Alma Cogan
- First edition, with quote from William Boyd
- Author: Gordon Burn
- Cover artist: Chris Shamwana
- Language: English
- Publisher: Secker and Warburg
- Publication date: 1991
- Publication place: United Kingdom
- Media type: Print (Hardback & Paperback)
- Pages: 210
- ISBN: 0-436-20009-0
- OCLC: 53912263

= Alma Cogan (novel) =

Book by Gordon Burn

Alma Cogan (ISBN 978-0-571-22284-1) is a 1991 novel by Gordon Burn, reprinted in 2004. It was Burn's first novel and won the Whitbread Book Award in 1991. In the UK it was published in 1991 with the title Alma Cogan. In the US, it was initially published as Alma.
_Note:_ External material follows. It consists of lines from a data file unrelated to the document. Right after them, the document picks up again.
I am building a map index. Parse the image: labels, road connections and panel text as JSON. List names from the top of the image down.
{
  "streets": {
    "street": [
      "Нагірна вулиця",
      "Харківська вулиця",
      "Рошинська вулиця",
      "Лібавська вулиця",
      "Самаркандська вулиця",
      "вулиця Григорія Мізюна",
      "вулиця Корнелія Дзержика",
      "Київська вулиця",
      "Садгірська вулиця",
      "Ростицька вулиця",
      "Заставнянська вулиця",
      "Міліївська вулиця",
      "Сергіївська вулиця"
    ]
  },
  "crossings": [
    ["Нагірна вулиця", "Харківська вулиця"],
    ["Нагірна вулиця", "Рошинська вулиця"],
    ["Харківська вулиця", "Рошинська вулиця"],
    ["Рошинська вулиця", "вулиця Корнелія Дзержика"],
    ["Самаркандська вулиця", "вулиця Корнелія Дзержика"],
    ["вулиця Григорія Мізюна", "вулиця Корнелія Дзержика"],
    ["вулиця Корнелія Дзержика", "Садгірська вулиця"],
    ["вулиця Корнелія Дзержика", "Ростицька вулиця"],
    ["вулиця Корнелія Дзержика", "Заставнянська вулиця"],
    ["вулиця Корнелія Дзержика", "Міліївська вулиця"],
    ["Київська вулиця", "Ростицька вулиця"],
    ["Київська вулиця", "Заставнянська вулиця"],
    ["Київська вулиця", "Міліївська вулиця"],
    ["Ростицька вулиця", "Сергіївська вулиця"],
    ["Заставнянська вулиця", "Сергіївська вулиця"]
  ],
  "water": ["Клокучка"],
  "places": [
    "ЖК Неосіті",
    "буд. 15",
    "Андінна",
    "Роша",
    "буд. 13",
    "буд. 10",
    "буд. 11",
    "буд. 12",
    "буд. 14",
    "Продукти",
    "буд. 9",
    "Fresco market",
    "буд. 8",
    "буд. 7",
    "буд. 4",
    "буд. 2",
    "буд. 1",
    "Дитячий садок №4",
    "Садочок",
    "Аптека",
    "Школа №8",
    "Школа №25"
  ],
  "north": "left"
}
In real life, Alma Cogan was a well-known British light pop singer of the 1950s and early 1960s, known as "The Girl with the Giggle in Her Voice." A friend of the Beatles and many other pop acts of the era, Cogan died of cancer in 1966 at the age of 34.

==Plot summary ==

In Burn's novel, however, Alma Cogan does not die in 1966, but retires from show business sometime thereafter to a quiet solitude near the English seashore, living neither in luxury nor poverty. In contrast to Cogan's bubbly public persona, Burn's Alma, who narrates the book from 1986, is an arch, dry-witted, highly intelligent observer of the world around her, mildly dismissive of, even jaded by, her showbiz past (but not entirely disdainful of it). She recounts with equal detachment the heady days of celebrity and the sordid backstage cruelties—including bouts of unexpected violence—as she muses on the nature of stardom and its many pitfalls, which entrap the worshipper as much as the worshipped. But her residual fame proves a gruesome and unwanted relic as it serves to tie her, through her fans, to an unforeseen encounter with evil.

==Based on 'true' events==
With the exception of Cogan's non-death in 1966, Alma Cogan is based largely on true events and real people.